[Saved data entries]
>>>

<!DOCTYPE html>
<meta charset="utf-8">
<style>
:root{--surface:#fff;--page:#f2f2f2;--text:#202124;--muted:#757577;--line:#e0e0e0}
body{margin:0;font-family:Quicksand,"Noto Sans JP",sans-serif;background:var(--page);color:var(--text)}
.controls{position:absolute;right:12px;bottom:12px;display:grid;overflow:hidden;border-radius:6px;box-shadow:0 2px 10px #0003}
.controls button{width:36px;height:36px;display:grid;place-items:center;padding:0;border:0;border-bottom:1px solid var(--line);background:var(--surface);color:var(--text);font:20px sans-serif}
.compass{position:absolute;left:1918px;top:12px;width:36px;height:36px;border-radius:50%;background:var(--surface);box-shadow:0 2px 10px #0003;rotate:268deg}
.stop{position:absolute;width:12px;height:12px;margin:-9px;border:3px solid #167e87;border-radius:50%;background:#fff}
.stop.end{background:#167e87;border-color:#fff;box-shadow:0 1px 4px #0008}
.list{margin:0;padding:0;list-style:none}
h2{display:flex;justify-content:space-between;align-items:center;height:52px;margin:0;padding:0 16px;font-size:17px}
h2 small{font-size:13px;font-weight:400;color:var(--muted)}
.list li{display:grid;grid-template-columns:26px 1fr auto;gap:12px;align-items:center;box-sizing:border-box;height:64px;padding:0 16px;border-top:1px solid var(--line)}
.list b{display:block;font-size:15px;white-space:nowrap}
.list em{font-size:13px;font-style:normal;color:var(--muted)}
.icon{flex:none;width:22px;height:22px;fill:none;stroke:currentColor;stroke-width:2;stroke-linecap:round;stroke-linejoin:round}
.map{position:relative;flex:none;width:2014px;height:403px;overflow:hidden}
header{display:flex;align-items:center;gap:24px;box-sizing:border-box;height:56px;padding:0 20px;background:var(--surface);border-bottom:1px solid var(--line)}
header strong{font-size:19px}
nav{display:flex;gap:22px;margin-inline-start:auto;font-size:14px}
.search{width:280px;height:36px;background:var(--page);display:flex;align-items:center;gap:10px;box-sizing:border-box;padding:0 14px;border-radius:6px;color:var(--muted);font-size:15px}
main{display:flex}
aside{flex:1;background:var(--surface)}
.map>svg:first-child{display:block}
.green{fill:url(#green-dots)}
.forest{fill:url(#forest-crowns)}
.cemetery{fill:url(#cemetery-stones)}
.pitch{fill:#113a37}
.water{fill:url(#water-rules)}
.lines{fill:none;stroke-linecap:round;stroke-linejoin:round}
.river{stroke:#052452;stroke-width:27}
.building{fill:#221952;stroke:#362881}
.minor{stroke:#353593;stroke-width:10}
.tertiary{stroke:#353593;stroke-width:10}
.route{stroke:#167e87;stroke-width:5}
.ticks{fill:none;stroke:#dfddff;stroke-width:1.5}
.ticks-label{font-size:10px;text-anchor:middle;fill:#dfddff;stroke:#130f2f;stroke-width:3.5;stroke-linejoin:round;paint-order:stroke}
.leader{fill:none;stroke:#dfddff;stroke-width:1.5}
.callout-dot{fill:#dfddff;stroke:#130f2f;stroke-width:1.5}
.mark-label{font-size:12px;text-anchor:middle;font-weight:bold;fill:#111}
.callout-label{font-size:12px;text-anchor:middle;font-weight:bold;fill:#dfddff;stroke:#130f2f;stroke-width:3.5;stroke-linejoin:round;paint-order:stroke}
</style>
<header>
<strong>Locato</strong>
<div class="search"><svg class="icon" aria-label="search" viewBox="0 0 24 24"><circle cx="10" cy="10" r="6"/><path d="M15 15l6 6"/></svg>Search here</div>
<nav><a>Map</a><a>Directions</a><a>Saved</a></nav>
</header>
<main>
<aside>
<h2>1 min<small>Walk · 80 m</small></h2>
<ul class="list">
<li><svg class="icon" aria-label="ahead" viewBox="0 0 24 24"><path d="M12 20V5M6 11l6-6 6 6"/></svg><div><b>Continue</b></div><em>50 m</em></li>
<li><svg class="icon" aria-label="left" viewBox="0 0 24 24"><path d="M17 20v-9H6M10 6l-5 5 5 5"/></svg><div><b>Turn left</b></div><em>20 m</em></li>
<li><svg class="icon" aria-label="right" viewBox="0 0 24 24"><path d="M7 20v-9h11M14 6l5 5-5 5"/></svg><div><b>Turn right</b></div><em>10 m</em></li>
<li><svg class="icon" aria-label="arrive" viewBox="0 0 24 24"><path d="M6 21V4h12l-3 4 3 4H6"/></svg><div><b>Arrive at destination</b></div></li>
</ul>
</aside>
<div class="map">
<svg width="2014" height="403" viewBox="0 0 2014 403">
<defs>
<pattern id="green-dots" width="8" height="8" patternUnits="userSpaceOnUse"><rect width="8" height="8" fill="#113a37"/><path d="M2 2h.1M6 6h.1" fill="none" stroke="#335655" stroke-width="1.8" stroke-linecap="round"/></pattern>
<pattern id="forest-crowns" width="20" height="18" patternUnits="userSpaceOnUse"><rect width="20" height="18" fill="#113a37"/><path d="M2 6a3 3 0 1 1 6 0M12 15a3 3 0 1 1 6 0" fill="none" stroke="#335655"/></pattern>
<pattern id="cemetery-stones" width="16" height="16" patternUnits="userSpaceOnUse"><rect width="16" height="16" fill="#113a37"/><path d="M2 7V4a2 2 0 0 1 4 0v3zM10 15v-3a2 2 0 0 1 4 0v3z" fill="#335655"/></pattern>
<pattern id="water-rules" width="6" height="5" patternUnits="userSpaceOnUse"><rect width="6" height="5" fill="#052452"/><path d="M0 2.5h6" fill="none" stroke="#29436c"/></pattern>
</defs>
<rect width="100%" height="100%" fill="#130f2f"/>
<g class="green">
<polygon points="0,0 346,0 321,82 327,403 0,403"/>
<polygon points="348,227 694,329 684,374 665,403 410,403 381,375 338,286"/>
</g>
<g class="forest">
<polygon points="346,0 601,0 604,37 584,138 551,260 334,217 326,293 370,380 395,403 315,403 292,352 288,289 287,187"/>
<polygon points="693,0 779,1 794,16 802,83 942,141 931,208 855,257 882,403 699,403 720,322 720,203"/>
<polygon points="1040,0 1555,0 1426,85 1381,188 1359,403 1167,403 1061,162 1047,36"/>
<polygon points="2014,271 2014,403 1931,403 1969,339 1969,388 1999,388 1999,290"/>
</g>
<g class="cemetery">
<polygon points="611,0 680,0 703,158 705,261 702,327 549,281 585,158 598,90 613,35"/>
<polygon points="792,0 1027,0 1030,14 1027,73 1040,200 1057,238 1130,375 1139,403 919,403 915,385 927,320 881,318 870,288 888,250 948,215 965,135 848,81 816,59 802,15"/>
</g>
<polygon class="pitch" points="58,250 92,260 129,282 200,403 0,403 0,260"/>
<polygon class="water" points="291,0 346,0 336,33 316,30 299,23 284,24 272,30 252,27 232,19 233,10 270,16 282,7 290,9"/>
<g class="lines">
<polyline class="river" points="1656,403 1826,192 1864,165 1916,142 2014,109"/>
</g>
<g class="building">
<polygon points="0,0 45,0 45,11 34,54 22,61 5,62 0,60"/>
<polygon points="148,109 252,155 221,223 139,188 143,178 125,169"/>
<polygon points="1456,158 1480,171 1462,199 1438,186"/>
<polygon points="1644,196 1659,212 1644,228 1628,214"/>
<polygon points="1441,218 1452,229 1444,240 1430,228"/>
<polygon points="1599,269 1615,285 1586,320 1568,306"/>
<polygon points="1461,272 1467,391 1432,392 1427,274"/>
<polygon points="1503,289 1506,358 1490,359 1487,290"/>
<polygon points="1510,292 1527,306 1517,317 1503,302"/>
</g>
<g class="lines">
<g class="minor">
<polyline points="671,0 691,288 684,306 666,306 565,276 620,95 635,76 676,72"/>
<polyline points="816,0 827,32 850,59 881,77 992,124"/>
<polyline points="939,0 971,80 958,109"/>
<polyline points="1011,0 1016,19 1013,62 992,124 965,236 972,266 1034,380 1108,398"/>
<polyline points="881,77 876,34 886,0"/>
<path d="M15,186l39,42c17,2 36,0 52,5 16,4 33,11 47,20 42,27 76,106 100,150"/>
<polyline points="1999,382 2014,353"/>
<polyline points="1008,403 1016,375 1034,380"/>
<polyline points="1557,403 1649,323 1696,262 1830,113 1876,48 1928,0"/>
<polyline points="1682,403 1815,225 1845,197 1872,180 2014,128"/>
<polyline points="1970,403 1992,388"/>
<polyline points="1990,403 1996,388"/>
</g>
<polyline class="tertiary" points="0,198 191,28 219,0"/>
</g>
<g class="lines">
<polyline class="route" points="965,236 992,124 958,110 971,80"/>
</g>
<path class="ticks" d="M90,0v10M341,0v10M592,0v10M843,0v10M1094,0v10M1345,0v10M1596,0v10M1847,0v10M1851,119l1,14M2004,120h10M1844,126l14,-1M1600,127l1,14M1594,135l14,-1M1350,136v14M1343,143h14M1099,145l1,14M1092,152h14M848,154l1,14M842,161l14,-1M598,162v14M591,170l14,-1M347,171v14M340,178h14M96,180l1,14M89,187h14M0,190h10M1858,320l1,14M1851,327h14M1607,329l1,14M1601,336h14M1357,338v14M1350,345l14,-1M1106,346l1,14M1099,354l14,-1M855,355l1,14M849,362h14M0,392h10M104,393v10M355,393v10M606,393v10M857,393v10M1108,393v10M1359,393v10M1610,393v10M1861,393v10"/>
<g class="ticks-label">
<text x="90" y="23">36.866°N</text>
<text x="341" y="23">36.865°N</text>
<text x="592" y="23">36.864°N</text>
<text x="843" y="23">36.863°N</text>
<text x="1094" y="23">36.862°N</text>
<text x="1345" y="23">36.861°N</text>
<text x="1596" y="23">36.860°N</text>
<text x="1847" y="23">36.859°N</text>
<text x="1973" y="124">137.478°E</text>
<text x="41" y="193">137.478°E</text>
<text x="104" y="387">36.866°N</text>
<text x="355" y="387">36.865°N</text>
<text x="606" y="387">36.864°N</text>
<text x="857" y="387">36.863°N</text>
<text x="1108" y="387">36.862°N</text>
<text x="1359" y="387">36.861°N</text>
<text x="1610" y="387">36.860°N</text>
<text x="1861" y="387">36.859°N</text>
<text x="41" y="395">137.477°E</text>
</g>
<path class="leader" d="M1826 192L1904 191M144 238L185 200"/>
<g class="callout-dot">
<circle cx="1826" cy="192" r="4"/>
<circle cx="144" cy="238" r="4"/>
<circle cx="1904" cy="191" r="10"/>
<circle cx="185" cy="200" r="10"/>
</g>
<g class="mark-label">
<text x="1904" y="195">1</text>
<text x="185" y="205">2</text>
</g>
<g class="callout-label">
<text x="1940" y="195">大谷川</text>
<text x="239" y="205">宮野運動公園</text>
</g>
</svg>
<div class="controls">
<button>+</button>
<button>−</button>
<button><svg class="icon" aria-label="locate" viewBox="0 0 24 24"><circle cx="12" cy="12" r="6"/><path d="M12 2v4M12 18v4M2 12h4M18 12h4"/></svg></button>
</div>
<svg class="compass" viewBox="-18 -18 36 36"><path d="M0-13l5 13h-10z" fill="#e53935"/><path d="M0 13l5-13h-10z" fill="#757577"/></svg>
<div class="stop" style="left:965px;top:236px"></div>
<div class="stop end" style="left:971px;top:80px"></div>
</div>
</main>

<<<

Begin at the line that has "<strong>Locato</strong>" in the entries above; stop after the line that has "<h2>1 min<small>Walk · 80 m</small></h2>". Transcribe exactly those lines and no others.

<strong>Locato</strong>
<div class="search"><svg class="icon" aria-label="search" viewBox="0 0 24 24"><circle cx="10" cy="10" r="6"/><path d="M15 15l6 6"/></svg>Search here</div>
<nav><a>Map</a><a>Directions</a><a>Saved</a></nav>
</header>
<main>
<aside>
<h2>1 min<small>Walk · 80 m</small></h2>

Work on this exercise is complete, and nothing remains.